Most people hate theirs, and for good reason. I worked for eight or nine years in the corporate sector, and it was hard to generate much enthusiasm for it. To listen to my bosses — I had about eight of them when I worked for the paper — you would think that they spent every waking minute thinking up new ways to make the fantastically rich people who owned the newspaper fantastically richer. This usually involved "going the extra mile" and putting in unpaid overtime for people who did not know you existed and who eventually were going to lay you off. Yeah, that's smart. But people did it anyway, and, yup, they got laid off just the same.


"I believe there is far too much working being done in the world," Bertrand Russell wrote in 1932, "and that immense harm is caused by the belief that work is virtuous." He called for an "organized diminution" of work - an expansion of leisure time brought about by the rational allocation of resources and the mechanization of certain kinds of inescapable toil. If this sounds like some sort of utopian socialism it's because it is, but the basic point is a good one: for most people, their working lives are a form of tyranny - they do their jobs not because they want to but because the alternative is poverty. A choice between work one hates and starvation is not a free choice, however much corporate propaganda might tell us otherwise. Our time is the most precious resource we have — it is also the one we have less of with every passing second — and no society is truly free that compels its members, en masse, to sacrifice their time to work that they hate merely in order to survive.
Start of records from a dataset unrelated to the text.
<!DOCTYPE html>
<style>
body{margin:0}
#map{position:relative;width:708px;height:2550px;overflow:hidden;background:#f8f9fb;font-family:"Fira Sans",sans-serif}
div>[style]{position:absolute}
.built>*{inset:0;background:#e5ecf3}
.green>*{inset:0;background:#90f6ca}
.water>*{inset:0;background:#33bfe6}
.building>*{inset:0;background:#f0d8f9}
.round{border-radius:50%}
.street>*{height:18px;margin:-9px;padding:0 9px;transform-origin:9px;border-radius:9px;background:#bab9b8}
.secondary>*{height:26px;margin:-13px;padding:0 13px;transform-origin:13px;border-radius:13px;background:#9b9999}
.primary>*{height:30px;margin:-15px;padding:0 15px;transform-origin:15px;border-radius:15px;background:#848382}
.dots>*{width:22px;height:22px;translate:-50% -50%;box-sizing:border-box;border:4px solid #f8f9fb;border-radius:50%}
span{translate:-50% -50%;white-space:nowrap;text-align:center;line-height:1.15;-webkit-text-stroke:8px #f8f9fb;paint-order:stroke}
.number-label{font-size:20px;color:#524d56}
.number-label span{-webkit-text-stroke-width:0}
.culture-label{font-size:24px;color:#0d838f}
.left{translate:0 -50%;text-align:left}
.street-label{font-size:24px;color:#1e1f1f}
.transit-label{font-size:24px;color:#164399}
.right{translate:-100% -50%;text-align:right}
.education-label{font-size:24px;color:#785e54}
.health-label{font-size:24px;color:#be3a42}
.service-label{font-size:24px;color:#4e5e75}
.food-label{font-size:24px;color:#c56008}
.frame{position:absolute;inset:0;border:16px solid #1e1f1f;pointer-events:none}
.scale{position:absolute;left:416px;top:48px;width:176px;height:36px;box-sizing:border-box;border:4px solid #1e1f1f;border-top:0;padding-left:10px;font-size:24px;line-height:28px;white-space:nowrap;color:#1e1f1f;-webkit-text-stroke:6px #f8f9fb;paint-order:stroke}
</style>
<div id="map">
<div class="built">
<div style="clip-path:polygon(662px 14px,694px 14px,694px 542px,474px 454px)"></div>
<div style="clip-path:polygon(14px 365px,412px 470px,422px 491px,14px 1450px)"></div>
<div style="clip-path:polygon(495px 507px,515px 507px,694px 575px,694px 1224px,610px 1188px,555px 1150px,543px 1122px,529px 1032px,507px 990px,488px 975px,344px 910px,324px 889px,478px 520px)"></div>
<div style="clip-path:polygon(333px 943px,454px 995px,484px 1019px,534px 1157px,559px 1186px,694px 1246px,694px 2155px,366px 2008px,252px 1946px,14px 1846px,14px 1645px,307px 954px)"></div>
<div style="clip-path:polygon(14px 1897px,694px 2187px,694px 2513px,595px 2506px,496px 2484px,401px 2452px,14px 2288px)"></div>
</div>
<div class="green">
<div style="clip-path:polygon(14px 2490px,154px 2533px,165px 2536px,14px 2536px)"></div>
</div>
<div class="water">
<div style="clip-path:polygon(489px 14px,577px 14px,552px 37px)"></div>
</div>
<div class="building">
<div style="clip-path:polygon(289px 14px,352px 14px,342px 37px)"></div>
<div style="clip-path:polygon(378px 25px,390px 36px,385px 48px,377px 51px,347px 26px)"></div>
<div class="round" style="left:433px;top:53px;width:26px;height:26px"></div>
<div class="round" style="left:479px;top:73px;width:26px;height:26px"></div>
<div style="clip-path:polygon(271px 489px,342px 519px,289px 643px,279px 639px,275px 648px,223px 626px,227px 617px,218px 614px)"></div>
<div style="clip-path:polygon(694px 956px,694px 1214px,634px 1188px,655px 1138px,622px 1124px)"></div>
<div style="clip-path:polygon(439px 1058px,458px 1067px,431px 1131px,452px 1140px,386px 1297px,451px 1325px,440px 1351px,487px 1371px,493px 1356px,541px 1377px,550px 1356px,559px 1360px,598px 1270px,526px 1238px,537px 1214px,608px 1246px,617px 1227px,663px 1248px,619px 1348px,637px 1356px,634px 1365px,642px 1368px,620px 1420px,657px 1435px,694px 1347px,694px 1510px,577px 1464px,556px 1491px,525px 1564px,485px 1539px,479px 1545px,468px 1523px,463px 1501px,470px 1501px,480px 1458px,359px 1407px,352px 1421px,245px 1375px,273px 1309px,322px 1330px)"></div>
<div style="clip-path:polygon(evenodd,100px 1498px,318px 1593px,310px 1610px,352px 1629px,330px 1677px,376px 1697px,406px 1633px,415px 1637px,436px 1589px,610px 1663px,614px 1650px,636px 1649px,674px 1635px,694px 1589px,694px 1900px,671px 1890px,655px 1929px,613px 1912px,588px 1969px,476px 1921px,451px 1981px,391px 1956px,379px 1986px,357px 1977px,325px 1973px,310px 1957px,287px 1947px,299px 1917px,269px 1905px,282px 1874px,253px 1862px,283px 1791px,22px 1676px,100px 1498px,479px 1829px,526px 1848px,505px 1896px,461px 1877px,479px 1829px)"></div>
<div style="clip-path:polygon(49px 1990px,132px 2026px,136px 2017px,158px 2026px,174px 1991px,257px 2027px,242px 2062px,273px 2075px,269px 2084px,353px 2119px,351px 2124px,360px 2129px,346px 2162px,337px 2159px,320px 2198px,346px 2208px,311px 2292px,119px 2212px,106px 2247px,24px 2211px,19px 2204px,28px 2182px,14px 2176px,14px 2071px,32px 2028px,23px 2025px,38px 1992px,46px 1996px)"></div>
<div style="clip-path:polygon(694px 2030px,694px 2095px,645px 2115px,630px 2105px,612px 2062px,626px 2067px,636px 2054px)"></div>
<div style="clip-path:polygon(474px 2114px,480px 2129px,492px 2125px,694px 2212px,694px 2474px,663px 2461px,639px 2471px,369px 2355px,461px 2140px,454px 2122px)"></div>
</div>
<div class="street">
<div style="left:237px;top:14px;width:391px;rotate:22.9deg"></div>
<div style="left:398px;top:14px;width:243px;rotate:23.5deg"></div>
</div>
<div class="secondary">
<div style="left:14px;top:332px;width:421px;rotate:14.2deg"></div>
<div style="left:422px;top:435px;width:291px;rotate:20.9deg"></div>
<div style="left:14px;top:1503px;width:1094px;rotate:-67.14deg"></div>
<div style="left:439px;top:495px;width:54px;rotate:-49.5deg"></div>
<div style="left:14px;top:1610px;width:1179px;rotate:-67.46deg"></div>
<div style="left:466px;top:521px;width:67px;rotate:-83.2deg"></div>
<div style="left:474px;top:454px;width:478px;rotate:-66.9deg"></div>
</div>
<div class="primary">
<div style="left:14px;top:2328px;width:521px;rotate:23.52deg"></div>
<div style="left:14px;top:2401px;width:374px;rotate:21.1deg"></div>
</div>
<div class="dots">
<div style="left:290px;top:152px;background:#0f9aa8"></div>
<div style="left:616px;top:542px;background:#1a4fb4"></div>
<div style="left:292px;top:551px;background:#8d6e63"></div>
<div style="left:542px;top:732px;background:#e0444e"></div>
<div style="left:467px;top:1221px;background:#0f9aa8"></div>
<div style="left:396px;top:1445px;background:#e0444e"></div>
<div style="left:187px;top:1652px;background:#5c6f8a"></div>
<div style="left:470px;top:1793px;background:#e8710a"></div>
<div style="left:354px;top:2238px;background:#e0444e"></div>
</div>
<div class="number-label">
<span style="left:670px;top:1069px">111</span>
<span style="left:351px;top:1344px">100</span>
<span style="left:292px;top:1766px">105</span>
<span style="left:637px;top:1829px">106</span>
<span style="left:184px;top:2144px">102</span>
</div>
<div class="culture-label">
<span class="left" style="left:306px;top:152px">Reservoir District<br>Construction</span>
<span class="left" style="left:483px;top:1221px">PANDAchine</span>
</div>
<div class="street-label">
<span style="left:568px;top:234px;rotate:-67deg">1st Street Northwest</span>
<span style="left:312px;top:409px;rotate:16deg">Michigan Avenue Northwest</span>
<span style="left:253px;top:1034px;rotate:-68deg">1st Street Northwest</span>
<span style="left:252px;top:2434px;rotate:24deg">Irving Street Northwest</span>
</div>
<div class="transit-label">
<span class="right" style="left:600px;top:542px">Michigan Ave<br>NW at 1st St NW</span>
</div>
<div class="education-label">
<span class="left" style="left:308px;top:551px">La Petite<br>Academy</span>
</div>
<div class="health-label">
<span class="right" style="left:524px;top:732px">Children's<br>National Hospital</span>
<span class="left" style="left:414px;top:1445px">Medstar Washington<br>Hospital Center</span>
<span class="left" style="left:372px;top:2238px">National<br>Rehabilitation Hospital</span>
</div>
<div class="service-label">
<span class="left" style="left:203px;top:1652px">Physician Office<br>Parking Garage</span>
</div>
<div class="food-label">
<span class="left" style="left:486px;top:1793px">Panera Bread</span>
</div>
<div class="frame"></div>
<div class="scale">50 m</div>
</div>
Work is part of life, and, as such, the key to being happy in it is to do things that you find interesting and important, and to have a healthy degree of autonomy in how you're permitted to go about doing them. In the 10th grade, my English teacher instructed us to write a letter to our future selves, a letter that would include a prediction of what we'd end up doing for a living. We were told not to open them until our 40th birthday. I cheated and opened mine a couple of years back. I predicted that by age 40 I would be teaching and be a "big time novelist". Well, damn. Neither a novelist nor "big time", but I do teach and write, and that's not a bad prediction for a 15-year-old who was adamant that people would never give up vinyl for CDs because they liked album covers too much.


I can therefore count myself among the lucky few whose working life functions harmoniously with their leisure time. Most days I look forward to my "work" with renewed pleasure, because it entails doing many of the things I would pursue in my leisure hours if I had some other job. Oh, there are stresses and strains and sacrifices to be made; and, of course, there's petty politics and pressure to publish, but, in effect, I get to do my hobbies for a living. Not many telemarketers, cab drivers, or nursing home laundry workers can say the same.


But with great jobs come great responsibilities - especially when those jobs are paid for by the community. Above all, such jobs entail a responsibility to do them well and to give something back to the people who make them possible.

3 comments:

Graham Broad said...

The photograph is of the famous statute of Atlas in the Rockefeller Center. Now there's the worst job ever: holding the world, for all eternity, on your shoulders.

Alison Hunter said...

I dunno ... Sisyphus had a pretty bad job too ...

gwarder said...

Does this mean I'm not going to ever read the published version of Katie and Andy's adventures in Queens Quay?